On January 18, 2008, the University of Louisville Law Review will host a symposium on the voluntary school integration cases that were recently decided by the United States Supreme Court, with a particular focus on Meredith v. Jefferson County Board of Education. The decision of these cases will likely define schools’ ability to encourage diversity and prevent a reversion to segregation. While undoubtedly of great importance around the country, this decision is especially important here in Louisville, where one of the cases originated.

The Law Review’s Symposium aims to encourage an interdisciplinary approach to the continuing national debate on issues of race and inclusion and to contribute to the scholarship on school desegregation and race. The following distinguished scholars, who are experts in fields related to this issue, will submit articles exploring the strengths and weaknesses of the Supreme Court’s decision, the future of voluntary school integration, and other avenues for addressing the issue of voluntary school integration, as well as many other aspects of the Supreme Court’s decision in the Meredith case:

Reginald C. Oh, Professor of Law at Texas Wesleyan University

Gary Orfield, Co-Founder and Director of the Civil Rights Project at Harvard

Liliana M. Garces, a Research Assistant at The Civil Rights Project at the University of California, Los Angeles and a doctoral candidate at the Harvard Graduate School of Education.
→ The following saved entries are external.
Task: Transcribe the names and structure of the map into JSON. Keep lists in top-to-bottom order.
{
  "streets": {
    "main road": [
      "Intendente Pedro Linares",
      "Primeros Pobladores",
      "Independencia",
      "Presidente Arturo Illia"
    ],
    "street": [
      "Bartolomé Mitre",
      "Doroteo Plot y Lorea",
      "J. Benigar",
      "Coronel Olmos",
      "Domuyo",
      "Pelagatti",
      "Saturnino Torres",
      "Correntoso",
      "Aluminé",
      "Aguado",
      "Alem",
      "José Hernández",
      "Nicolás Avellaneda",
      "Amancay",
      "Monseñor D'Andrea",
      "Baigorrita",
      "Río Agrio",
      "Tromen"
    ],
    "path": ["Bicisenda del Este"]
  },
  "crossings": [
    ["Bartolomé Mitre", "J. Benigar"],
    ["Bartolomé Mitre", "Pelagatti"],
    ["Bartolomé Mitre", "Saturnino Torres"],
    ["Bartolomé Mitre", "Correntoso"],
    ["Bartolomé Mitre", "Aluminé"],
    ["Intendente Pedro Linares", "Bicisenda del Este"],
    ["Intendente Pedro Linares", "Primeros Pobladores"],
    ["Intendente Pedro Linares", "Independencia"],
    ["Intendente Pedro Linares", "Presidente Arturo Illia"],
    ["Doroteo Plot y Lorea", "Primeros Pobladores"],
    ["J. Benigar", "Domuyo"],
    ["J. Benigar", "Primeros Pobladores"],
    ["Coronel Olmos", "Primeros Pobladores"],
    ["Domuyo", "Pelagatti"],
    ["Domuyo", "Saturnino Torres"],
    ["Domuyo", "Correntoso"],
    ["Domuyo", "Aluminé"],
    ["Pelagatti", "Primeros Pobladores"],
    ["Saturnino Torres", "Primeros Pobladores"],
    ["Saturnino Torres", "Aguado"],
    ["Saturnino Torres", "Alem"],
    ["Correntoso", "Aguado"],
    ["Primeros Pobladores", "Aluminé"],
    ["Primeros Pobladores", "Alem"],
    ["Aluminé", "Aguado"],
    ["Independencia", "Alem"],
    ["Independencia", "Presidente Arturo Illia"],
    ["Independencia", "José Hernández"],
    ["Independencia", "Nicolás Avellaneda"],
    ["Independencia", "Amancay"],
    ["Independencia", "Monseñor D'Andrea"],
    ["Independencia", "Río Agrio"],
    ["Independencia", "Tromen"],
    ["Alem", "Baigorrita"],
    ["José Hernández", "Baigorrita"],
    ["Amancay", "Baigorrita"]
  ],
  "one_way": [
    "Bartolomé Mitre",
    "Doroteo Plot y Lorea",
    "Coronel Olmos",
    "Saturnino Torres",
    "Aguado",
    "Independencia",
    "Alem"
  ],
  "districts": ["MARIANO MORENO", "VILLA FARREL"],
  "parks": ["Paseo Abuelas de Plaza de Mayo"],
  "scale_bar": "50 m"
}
Erica Frankenberg, an advanced doctoral candidate at the Harvard University Graduate School of Education and is a research assistant at The Civil Rights Project at UCLA.

Girardeau A. Spann, Professor of Law at Georgetown University Law Center

Bryan K. Fair – Professor of Law at the University of Alabama, School of Law

john a. powell - Executive director of the Kirwan Institute for the Study of Race and Ethnicity at The Ohio State University

From the preceding authors, Professors Orfield, Garces, Frankenberg, Oh, Spann, Fair and powell will present their articles at the live symposium on January 18, 2008. Prof. Gary Orfield will be delivering the keynote speech. If you have any questions, please feel free to contact Emily Zahn at ewzahn01@louisville.edu.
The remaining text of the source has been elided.